AIM OF THE EXERCISE
Would you return exactly the lines from the top of the data below through the one containing "filter:drop-shadow(0 0 1px", leaving out the pictures?

Collected data
[Start of section]
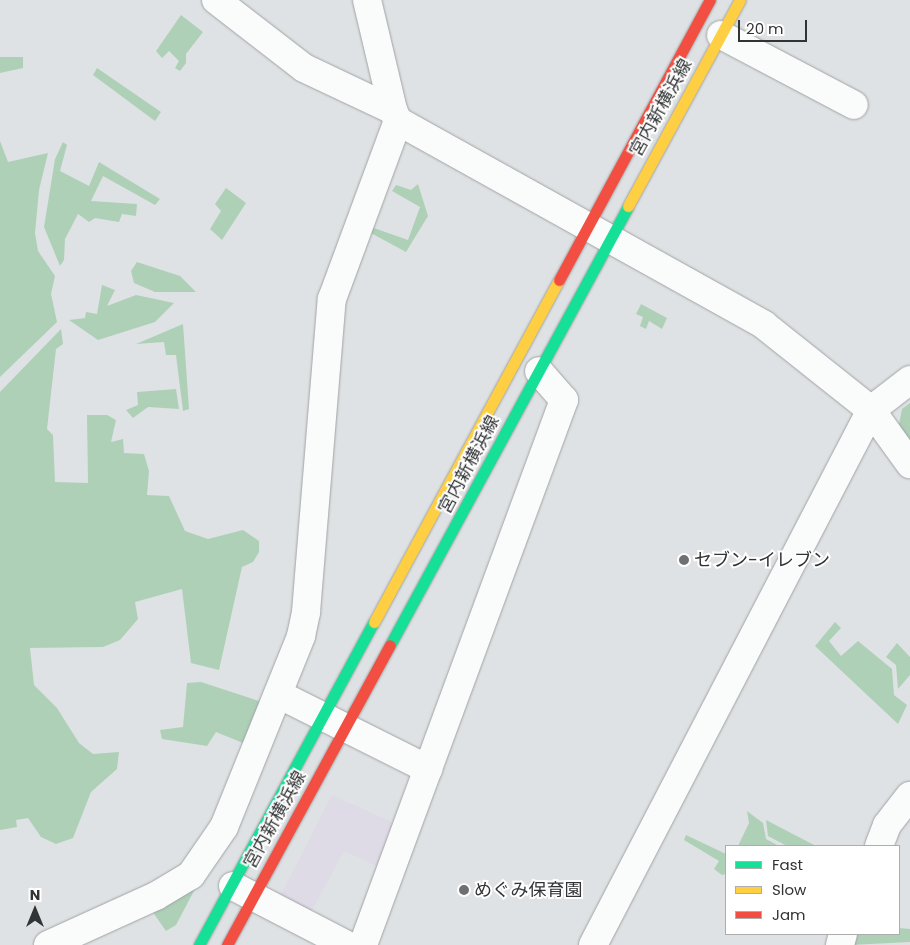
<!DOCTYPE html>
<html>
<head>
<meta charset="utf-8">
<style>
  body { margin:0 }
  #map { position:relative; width:910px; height:945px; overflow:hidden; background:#dfe2e4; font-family:Poppins,"Noto Sans JP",sans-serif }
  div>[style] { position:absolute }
  .industrial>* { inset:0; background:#dedae6 }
  .green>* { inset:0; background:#aed0b7 }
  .roads { filter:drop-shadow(0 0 1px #a1a3a4) drop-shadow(0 0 1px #a1a3a4) }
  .street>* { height:28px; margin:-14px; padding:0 14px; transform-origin:14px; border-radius:14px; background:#fafbfb }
  .fast>* { height:11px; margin:-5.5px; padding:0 5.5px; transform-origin:5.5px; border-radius:5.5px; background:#16e098 }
  .slow>* { height:11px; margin:-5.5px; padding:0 5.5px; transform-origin:5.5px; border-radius:5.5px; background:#ffcf43 }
  .jam>* { height:11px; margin:-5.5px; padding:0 5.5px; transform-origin:5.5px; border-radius:5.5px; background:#f24e42 }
  .dots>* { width:14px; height:14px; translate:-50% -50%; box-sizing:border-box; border:2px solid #fff; border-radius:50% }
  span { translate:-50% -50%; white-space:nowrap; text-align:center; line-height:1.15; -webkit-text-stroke:4px #fff; paint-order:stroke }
  .street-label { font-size:18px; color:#313334 }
  .poi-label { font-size:18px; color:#313334 }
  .left { translate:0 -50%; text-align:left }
  .legend { position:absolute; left:725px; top:845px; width:175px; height:90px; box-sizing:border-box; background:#fff; border:1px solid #adadae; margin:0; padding:6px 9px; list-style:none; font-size:15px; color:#313334 }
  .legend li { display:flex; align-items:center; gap:10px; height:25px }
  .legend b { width:25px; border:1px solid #adadae }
  .north { position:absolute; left:10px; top:885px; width:50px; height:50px; -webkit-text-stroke:4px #fff; paint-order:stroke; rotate:0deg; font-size:14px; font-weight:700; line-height:20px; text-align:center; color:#313334 }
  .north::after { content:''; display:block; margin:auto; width:18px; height:22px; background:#313334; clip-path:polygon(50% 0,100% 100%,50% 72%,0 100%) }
  .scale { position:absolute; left:738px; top:20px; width:69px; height:22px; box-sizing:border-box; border:2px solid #313334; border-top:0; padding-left:6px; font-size:15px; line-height:18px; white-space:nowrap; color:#313334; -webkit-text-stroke:4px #fff; paint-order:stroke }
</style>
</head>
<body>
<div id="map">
  <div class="industrial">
    <i style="clip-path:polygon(332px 795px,394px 823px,381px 868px,344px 851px,311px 912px,279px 898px)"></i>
  </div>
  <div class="green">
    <i style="clip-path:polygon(181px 15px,203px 32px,186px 54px,186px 63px,180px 71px,175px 68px,179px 61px,169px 51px,162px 58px,156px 51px)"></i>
    <i style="clip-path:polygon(0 57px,23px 57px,23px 68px,0 73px)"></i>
    <i style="clip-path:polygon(97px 68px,161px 112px,155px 121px,93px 75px)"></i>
    <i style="clip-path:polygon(0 141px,8px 162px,48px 153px,39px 190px,35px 233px,38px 251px,55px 276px,51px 294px,57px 322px,0 377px)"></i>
    <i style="clip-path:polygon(63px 142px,67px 145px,60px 171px,89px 186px,99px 162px,160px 199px,155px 205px,103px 176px,91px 201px,137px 204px,136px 216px,122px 214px,119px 222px,95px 218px,89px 222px,78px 214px,65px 239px,64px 260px,60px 266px,44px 227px,55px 159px)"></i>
    <i style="clip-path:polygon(418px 184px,428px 216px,406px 252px,369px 232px,371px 227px,408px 240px,420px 207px,392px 191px,396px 185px,411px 190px)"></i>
    <i style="clip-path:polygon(226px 188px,246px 203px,222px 240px,210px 229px,221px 211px,215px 204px)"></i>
    <i style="clip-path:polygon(137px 262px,180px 276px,196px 292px,155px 292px,134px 283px,131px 271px)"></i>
    <i style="clip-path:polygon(102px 285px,115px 290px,107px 306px,136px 295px,174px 303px,155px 322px,98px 340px,69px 320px,85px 318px,86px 312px,97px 314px)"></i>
    <i style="clip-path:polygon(641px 304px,667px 318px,662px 329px,649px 321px,646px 329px,640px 326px,643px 317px,636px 314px)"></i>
    <i style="clip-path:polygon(183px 324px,189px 409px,183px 411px,176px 355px,166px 355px,164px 342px,136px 344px)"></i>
    <i style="clip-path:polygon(61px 329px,63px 344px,56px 349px,47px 429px,53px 435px,55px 482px,88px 483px,87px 415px,107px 415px,116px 420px,111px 442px,123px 439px,124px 453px,144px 454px,149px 471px,147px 495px,169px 496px,185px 531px,208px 539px,243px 530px,259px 541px,259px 552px,253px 562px,242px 567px,219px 670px,191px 663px,182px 589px,135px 602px,138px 619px,120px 640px,103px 647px,30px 648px,34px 685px,57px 708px,79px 743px,93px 754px,119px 752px,117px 769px,91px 792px,73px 838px,56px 844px,41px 837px,28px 818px,16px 820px,17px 827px,0 830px,0 392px)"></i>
    <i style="clip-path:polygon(176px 389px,179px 409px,148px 407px,133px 418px,126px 410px,138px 405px,137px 392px)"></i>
    <i style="clip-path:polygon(910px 403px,910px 448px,898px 429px,902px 409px)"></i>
    <i style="clip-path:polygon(835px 622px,841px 628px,829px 641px,841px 656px,858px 641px,892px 669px,894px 695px,907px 705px,898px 724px,815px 646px)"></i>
    <i style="clip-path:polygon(897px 643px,910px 657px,910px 675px,898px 689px,896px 665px,886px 657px)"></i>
    <i style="clip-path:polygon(201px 682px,262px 702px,243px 743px,216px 732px,207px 746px,162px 739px,160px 730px,183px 727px,187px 683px)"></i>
    <i style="clip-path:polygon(747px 811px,763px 823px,766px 839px,779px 846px,738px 846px,749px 823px)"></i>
    <i style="clip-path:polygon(766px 820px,816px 846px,787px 846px,768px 836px)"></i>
    <i style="clip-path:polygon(686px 835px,726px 854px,726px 874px,722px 875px,714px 869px,719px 861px,684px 840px)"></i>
    <i style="clip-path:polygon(195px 889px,176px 925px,166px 931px,152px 911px)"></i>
    <i style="clip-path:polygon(899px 928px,910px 929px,910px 942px,850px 945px,851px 934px,899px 934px)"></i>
  </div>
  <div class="roads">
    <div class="street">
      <i style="left:216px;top:0;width:111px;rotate:37.7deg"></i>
      <i style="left:304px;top:68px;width:98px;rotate:25.3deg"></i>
      <i style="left:393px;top:110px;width:12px;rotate:66deg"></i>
      <i style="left:398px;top:121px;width:419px;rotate:29.1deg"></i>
      <i style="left:764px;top:325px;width:137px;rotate:38.5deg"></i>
      <i style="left:871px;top:410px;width:67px;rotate:54.2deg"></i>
      <i style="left:367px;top:0;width:113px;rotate:76.7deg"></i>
      <i style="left:721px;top:35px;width:150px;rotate:27.8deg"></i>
      <i style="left:278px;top:694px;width:168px;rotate:26.6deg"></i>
      <i style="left:879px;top:846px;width:22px;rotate:-69deg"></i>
      <i style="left:887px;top:825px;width:37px;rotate:-52deg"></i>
      <i style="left:233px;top:886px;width:128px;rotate:27.4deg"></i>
      <i style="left:48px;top:945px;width:119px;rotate:-24.4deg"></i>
      <i style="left:156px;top:896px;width:41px;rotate:-31deg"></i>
      <i style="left:191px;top:875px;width:58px;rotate:-55.5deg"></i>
      <i style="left:224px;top:827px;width:206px;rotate:-68deg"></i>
      <i style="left:301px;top:636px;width:25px;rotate:-78deg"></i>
      <i style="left:306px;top:612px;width:314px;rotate:-85.3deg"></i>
      <i style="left:332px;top:299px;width:190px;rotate:-69.7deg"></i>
      <i style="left:363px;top:945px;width:581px;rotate:-69.76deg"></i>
      <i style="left:564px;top:400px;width:38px;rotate:-131deg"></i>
      <i style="left:593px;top:945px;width:603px;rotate:-62.54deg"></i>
      <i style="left:871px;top:410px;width:49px;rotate:-37.6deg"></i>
      <i style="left:840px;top:945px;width:11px;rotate:-75deg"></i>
    </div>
    <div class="fast">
      <i style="left:390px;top:645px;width:499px;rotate:-61.5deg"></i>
      <i style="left:199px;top:945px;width:367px;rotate:-61.6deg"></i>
    </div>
    <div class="slow">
      <i style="left:628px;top:206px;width:234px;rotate:-61.5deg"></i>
      <i style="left:374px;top:622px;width:389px;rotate:-61.6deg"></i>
    </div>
    <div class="jam">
      <i style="left:559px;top:280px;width:318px;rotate:-61.7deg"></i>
      <i style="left:227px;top:945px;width:341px;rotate:-61.5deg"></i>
    </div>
  </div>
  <div class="dots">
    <i style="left:684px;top:560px;background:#6e7072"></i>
    <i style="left:464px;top:890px;background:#6e7072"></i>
  </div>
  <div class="street-label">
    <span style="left:661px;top:108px;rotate:-61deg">宮内新横浜線</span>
    <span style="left:469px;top:465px;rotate:-62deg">宮内新横浜線</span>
    <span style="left:275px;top:820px;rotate:-61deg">宮内新横浜線</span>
  </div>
  <div class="poi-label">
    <span class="left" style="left:694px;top:560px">セブン-イレブン</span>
    <span class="left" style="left:474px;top:890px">めぐみ保育園</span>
  </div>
  <ul class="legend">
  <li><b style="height:6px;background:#16e098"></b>Fast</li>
  <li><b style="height:6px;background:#ffcf43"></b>Slow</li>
  <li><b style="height:6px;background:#f24e42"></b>Jam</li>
  </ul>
  <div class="north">N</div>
  <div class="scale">20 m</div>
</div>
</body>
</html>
[End of section]
RESULT FOR THIS TASK
<!DOCTYPE html>
<html>
<head>
<meta charset="utf-8">
<style>
  body { margin:0 }
  #map { position:relative; width:910px; height:945px; overflow:hidden; background:#dfe2e4; font-family:Poppins,"Noto Sans JP",sans-serif }
  div>[style] { position:absolute }
  .industrial>* { inset:0; background:#dedae6 }
  .green>* { inset:0; background:#aed0b7 }
  .roads { filter:drop-shadow(0 0 1px #a1a3a4) drop-shadow(0 0 1px #a1a3a4) }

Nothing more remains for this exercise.